((

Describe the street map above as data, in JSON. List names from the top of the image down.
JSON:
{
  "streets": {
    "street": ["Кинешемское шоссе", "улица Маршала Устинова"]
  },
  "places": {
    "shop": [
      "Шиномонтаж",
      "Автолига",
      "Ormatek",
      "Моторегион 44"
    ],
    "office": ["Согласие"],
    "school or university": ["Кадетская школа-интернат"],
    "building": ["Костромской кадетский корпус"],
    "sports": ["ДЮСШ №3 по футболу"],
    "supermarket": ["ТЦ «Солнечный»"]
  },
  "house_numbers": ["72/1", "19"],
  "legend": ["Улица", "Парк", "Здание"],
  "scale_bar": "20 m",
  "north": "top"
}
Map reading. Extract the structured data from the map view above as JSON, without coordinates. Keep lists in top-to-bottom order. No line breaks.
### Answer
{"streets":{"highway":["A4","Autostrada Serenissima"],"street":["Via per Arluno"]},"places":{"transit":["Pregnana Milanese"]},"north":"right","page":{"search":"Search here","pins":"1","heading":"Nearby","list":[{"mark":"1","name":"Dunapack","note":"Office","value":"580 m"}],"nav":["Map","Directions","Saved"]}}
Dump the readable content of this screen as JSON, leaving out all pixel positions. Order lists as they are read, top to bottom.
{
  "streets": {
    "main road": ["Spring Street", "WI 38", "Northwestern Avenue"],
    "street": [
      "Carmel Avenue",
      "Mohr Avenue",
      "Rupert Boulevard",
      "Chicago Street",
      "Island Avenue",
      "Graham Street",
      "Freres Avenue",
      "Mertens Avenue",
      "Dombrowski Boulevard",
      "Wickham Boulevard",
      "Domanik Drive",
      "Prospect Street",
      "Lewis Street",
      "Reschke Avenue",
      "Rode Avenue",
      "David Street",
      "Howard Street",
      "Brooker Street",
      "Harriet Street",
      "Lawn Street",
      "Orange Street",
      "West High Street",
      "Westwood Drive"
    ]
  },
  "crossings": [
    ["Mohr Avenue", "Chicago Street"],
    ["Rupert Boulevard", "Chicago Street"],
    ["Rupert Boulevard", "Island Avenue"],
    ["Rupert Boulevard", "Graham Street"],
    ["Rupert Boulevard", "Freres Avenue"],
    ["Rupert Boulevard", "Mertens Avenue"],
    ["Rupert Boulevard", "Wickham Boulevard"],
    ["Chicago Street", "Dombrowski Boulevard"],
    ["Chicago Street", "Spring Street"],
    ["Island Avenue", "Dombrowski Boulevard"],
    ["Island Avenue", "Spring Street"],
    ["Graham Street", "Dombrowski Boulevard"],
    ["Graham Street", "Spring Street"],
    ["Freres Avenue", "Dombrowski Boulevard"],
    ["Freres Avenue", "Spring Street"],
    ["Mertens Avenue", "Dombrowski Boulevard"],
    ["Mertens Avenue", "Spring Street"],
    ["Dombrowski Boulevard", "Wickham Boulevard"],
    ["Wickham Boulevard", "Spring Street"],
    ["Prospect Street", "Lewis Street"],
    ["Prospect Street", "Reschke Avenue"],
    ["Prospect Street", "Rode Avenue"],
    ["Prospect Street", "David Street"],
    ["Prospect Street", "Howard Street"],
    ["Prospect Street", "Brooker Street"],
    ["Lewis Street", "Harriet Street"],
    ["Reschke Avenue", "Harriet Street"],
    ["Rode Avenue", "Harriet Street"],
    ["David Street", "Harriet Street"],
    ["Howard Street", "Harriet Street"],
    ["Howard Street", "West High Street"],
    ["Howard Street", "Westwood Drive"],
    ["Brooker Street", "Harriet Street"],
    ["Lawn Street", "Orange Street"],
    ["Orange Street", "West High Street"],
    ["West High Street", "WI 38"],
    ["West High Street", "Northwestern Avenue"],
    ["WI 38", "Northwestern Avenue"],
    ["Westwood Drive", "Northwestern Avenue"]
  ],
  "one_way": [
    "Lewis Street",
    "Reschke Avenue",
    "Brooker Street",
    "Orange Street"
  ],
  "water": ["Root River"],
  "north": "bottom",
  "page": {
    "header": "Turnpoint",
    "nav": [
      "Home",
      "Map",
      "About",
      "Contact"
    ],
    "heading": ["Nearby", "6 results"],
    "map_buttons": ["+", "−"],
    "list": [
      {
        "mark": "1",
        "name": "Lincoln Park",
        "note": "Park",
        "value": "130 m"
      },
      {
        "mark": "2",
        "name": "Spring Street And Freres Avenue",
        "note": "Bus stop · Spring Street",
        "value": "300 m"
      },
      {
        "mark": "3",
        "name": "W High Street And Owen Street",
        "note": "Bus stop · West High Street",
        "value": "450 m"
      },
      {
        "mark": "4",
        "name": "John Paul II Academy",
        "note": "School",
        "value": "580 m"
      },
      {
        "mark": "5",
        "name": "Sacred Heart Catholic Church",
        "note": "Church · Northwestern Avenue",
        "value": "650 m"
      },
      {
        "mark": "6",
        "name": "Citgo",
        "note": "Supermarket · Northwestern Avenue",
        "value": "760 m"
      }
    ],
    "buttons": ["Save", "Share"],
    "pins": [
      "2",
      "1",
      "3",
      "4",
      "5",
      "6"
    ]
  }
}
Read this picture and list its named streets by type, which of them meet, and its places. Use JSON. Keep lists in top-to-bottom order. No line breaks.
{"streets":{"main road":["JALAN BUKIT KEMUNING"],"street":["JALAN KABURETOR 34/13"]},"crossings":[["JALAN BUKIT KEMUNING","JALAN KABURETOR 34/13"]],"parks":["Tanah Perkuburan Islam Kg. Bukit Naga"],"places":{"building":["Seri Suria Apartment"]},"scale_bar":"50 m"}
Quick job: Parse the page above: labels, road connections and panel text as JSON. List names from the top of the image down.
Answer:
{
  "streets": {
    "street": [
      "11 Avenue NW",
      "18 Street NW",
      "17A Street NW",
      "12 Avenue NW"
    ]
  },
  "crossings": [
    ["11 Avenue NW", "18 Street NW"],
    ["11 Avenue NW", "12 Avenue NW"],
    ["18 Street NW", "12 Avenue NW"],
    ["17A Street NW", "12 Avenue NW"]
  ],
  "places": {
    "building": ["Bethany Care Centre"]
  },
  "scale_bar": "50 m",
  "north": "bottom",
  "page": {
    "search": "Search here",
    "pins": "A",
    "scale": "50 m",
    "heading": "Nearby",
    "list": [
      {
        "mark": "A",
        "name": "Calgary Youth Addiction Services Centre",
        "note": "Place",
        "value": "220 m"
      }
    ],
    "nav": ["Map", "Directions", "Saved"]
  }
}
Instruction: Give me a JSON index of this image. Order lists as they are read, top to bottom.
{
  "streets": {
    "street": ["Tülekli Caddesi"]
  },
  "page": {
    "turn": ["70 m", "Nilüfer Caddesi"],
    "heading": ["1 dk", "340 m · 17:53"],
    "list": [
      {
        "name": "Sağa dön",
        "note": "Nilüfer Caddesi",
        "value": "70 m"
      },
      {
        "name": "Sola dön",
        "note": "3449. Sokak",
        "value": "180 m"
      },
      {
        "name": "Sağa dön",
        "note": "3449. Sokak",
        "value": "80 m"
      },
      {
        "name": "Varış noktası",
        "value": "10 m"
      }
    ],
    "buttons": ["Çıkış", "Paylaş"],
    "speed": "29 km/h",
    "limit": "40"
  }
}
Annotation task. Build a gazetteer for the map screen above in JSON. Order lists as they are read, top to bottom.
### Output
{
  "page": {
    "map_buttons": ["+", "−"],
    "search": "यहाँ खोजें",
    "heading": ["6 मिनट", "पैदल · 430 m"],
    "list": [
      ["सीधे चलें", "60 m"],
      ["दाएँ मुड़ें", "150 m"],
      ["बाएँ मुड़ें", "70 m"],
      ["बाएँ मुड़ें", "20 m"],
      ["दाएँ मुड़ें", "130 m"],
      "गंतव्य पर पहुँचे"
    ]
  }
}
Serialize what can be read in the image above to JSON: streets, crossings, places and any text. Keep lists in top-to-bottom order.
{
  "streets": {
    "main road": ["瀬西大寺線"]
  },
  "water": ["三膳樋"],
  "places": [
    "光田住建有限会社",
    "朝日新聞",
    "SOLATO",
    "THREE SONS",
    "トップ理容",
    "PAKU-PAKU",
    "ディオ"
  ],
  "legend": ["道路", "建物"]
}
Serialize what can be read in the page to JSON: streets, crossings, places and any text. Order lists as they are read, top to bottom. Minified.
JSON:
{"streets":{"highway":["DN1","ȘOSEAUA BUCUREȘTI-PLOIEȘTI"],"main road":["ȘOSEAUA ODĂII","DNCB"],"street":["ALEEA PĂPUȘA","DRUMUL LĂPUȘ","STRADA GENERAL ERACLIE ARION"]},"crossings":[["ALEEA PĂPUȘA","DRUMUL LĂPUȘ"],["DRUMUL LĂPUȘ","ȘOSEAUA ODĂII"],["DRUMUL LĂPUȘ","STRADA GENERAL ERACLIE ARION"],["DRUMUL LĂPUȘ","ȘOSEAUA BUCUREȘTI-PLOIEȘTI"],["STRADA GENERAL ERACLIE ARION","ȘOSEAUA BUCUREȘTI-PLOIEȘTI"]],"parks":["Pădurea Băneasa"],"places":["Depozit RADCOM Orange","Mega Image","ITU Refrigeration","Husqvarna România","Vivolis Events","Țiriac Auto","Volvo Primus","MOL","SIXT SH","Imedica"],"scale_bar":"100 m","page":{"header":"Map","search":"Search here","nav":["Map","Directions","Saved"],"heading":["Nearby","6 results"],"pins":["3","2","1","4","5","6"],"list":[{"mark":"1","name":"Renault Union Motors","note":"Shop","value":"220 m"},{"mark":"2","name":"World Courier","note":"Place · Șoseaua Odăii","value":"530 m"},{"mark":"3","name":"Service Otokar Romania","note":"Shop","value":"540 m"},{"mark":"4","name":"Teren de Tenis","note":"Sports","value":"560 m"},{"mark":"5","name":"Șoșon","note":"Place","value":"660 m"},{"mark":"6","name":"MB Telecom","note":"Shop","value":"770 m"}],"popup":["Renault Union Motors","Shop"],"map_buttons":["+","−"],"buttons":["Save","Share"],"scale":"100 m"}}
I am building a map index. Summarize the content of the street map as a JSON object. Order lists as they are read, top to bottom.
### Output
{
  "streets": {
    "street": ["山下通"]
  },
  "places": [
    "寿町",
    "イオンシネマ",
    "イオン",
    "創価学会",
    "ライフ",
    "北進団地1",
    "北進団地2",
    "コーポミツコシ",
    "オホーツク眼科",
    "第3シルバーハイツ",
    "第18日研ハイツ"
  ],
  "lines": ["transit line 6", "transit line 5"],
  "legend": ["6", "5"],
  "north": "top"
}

))

Locate all lines in the listing above with the word "Northwestern". Copy them.

    "main road": ["Spring Street", "WI 38", "Northwestern Avenue"],
    ["West High Street", "Northwestern Avenue"],
    ["WI 38", "Northwestern Avenue"],
    ["Westwood Drive", "Northwestern Avenue"]
        "note": "Church · Northwestern Avenue",
        "note": "Supermarket · Northwestern Avenue",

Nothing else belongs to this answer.